Nevertheless, Daesh constitutes a challenge to the Taleban recruitment strategy among the non-Pashtuns. They see the danger of losing followers to the new group, particularly those who have a strong local base. But, so far, they have tried to keep the conflict at a low profile. Ethnic sympathy among the Uzbeks, to which both sides belong, might contribute to this kind of approach.
This is reflected by Qari Hekmat’s case, where the Taleban used a soft, political approach to win him back by negotiations. So far, the Taleban have not taken serious action against Qari Hekmat. This is largely because the Taleban want to avoid invoking infighting among the local Uzbeks; not least because it would make media headlines, which would be against their desire to tackle the issue at the local level. They also fear this could drive more of their commanders to Daesh.
The overwhelming presence of the Taleban in most districts of Jawzjan, as well as in the wider north, so far prevents potential Daesh sympathisers to openly join the ranks of the “Islamic State Khorasan Province.”

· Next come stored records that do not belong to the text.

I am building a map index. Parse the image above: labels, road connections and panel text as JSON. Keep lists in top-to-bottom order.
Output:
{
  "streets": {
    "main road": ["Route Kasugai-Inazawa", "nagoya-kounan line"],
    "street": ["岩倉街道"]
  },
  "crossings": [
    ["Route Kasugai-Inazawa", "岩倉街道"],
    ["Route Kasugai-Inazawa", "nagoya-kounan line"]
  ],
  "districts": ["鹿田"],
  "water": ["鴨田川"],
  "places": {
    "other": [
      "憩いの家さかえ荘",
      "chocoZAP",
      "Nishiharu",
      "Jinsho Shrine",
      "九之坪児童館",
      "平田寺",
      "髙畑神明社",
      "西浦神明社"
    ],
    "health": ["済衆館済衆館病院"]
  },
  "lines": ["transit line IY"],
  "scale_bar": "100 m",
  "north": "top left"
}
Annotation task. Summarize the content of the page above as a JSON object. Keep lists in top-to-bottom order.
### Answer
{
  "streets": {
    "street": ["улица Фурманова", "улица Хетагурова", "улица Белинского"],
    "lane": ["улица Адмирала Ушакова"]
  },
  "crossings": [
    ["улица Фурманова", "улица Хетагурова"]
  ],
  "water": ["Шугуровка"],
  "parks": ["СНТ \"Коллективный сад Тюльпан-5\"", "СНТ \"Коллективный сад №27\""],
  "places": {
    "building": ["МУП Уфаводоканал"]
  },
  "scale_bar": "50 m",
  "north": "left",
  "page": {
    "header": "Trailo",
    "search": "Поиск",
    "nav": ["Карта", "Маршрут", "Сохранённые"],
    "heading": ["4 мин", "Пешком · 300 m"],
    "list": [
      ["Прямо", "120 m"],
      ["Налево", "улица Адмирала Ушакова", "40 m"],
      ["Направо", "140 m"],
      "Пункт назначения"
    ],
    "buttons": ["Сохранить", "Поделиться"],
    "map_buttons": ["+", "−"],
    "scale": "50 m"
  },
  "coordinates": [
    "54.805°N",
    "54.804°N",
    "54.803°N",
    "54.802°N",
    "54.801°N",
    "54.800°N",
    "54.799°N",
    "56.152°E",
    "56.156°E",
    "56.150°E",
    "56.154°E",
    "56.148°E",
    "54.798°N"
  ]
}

Also, the government has failed so far to take advantage of the three-way conflict by winning over disgruntled Taleban commanders. Already earlier, a number of Taleban field commanders, who had ‘joined the peace-process’, went back to the Taleban given its failure to ensure security and job opportunities for those who change to its side (read media reports here, here and here).
Edited by Thomas Ruttig
(1) A German journalist who just travelled on the Mazar-Sheberghan road told AAN of clearly visible Taleban presence in the few villages along this route.